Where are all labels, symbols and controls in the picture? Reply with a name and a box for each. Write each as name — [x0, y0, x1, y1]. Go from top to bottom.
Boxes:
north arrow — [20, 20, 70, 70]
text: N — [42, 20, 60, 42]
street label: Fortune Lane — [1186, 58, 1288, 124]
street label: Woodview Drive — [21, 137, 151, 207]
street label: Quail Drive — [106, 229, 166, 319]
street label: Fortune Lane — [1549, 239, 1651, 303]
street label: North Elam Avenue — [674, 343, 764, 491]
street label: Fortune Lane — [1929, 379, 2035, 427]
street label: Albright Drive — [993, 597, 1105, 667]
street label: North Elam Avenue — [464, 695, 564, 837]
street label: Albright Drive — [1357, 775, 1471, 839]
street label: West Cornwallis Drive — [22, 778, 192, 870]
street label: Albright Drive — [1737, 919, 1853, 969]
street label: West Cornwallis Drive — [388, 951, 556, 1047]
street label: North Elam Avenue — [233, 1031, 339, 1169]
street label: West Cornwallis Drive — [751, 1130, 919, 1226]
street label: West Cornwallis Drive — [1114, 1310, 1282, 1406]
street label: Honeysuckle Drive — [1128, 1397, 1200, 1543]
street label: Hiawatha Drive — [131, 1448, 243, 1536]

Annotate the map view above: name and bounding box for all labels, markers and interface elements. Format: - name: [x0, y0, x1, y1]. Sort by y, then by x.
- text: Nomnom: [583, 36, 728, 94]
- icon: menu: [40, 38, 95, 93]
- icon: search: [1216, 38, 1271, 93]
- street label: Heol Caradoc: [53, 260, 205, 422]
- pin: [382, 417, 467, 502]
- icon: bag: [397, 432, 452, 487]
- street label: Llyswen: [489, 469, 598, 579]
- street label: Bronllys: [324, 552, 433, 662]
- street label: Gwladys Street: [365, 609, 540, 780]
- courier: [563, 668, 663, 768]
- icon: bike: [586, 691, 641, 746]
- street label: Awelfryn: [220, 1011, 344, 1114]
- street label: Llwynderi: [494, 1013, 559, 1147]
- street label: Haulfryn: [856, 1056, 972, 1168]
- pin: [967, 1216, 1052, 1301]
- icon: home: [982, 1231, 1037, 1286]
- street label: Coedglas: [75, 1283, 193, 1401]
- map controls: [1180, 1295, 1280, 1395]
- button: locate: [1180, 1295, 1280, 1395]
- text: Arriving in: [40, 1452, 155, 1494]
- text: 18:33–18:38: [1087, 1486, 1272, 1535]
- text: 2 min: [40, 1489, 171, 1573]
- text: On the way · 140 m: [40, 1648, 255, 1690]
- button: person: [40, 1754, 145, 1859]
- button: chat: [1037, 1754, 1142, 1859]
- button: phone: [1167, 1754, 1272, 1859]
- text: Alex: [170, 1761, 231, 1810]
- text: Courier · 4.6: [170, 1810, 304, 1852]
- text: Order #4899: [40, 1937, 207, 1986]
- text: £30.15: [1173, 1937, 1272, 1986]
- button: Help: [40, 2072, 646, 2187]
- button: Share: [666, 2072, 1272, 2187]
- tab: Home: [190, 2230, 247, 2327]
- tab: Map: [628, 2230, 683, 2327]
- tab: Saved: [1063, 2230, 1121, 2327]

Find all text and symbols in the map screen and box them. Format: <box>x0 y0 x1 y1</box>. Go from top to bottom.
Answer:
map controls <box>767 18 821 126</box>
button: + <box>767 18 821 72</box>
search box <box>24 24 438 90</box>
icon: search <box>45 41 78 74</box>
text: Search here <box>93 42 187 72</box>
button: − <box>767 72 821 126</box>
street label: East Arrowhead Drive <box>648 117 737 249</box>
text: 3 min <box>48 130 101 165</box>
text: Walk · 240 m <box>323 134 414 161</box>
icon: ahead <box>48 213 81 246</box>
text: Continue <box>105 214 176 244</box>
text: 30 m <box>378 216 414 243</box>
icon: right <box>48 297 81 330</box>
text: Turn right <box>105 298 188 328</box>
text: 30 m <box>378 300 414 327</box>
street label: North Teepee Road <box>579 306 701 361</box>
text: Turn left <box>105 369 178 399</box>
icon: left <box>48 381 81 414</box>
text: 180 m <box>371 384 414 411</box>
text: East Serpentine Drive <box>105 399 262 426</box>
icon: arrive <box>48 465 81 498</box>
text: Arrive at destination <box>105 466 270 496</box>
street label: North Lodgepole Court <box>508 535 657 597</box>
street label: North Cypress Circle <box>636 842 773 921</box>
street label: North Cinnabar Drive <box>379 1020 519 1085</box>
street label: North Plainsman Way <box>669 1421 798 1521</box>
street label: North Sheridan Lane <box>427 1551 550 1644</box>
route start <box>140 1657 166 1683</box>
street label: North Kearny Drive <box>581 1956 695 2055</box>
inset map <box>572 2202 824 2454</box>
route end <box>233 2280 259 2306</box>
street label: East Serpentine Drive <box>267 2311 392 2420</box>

....................

▶ Assignment: With nothing omitted, set down all of the records again.

▶ Task response:
Where are all labels, symbols and controls in the picture? Reply with a name and a box for each. Write each as name — [x0, y0, x1, y1]. Go from top to bottom.
Boxes:
north arrow — [20, 20, 70, 70]
text: N — [42, 20, 60, 42]
street label: Fortune Lane — [1186, 58, 1288, 124]
street label: Woodview Drive — [21, 137, 151, 207]
street label: Quail Drive — [106, 229, 166, 319]
street label: Fortune Lane — [1549, 239, 1651, 303]
street label: North Elam Avenue — [674, 343, 764, 491]
street label: Fortune Lane — [1929, 379, 2035, 427]
street label: Albright Drive — [993, 597, 1105, 667]
street label: North Elam Avenue — [464, 695, 564, 837]
street label: Albright Drive — [1357, 775, 1471, 839]
street label: West Cornwallis Drive — [22, 778, 192, 870]
street label: Albright Drive — [1737, 919, 1853, 969]
street label: West Cornwallis Drive — [388, 951, 556, 1047]
street label: North Elam Avenue — [233, 1031, 339, 1169]
street label: West Cornwallis Drive — [751, 1130, 919, 1226]
street label: West Cornwallis Drive — [1114, 1310, 1282, 1406]
street label: Honeysuckle Drive — [1128, 1397, 1200, 1543]
street label: Hiawatha Drive — [131, 1448, 243, 1536]

Annotate the map view above: name and bounding box for all labels, markers and interface elements. Format: - name: [x0, y0, x1, y1]. Sort by y, then by x.
- text: Nomnom: [583, 36, 728, 94]
- icon: menu: [40, 38, 95, 93]
- icon: search: [1216, 38, 1271, 93]
- street label: Heol Caradoc: [53, 260, 205, 422]
- pin: [382, 417, 467, 502]
- icon: bag: [397, 432, 452, 487]
- street label: Llyswen: [489, 469, 598, 579]
- street label: Bronllys: [324, 552, 433, 662]
- street label: Gwladys Street: [365, 609, 540, 780]
- courier: [563, 668, 663, 768]
- icon: bike: [586, 691, 641, 746]
- street label: Awelfryn: [220, 1011, 344, 1114]
- street label: Llwynderi: [494, 1013, 559, 1147]
- street label: Haulfryn: [856, 1056, 972, 1168]
- pin: [967, 1216, 1052, 1301]
- icon: home: [982, 1231, 1037, 1286]
- street label: Coedglas: [75, 1283, 193, 1401]
- map controls: [1180, 1295, 1280, 1395]
- button: locate: [1180, 1295, 1280, 1395]
- text: Arriving in: [40, 1452, 155, 1494]
- text: 18:33–18:38: [1087, 1486, 1272, 1535]
- text: 2 min: [40, 1489, 171, 1573]
- text: On the way · 140 m: [40, 1648, 255, 1690]
- button: person: [40, 1754, 145, 1859]
- button: chat: [1037, 1754, 1142, 1859]
- button: phone: [1167, 1754, 1272, 1859]
- text: Alex: [170, 1761, 231, 1810]
- text: Courier · 4.6: [170, 1810, 304, 1852]
- text: Order #4899: [40, 1937, 207, 1986]
- text: £30.15: [1173, 1937, 1272, 1986]
- button: Help: [40, 2072, 646, 2187]
- button: Share: [666, 2072, 1272, 2187]
- tab: Home: [190, 2230, 247, 2327]
- tab: Map: [628, 2230, 683, 2327]
- tab: Saved: [1063, 2230, 1121, 2327]

Find all text and symbols in the map screen and box them. Format: <box>x0 y0 x1 y1</box>. Go from top to bottom.
Answer:
map controls <box>767 18 821 126</box>
button: + <box>767 18 821 72</box>
search box <box>24 24 438 90</box>
icon: search <box>45 41 78 74</box>
text: Search here <box>93 42 187 72</box>
button: − <box>767 72 821 126</box>
street label: East Arrowhead Drive <box>648 117 737 249</box>
text: 3 min <box>48 130 101 165</box>
text: Walk · 240 m <box>323 134 414 161</box>
icon: ahead <box>48 213 81 246</box>
text: Continue <box>105 214 176 244</box>
text: 30 m <box>378 216 414 243</box>
icon: right <box>48 297 81 330</box>
text: Turn right <box>105 298 188 328</box>
text: 30 m <box>378 300 414 327</box>
street label: North Teepee Road <box>579 306 701 361</box>
text: Turn left <box>105 369 178 399</box>
icon: left <box>48 381 81 414</box>
text: 180 m <box>371 384 414 411</box>
text: East Serpentine Drive <box>105 399 262 426</box>
icon: arrive <box>48 465 81 498</box>
text: Arrive at destination <box>105 466 270 496</box>
street label: North Lodgepole Court <box>508 535 657 597</box>
street label: North Cypress Circle <box>636 842 773 921</box>
street label: North Cinnabar Drive <box>379 1020 519 1085</box>
street label: North Plainsman Way <box>669 1421 798 1521</box>
street label: North Sheridan Lane <box>427 1551 550 1644</box>
route start <box>140 1657 166 1683</box>
street label: North Kearny Drive <box>581 1956 695 2055</box>
inset map <box>572 2202 824 2454</box>
route end <box>233 2280 259 2306</box>
street label: East Serpentine Drive <box>267 2311 392 2420</box>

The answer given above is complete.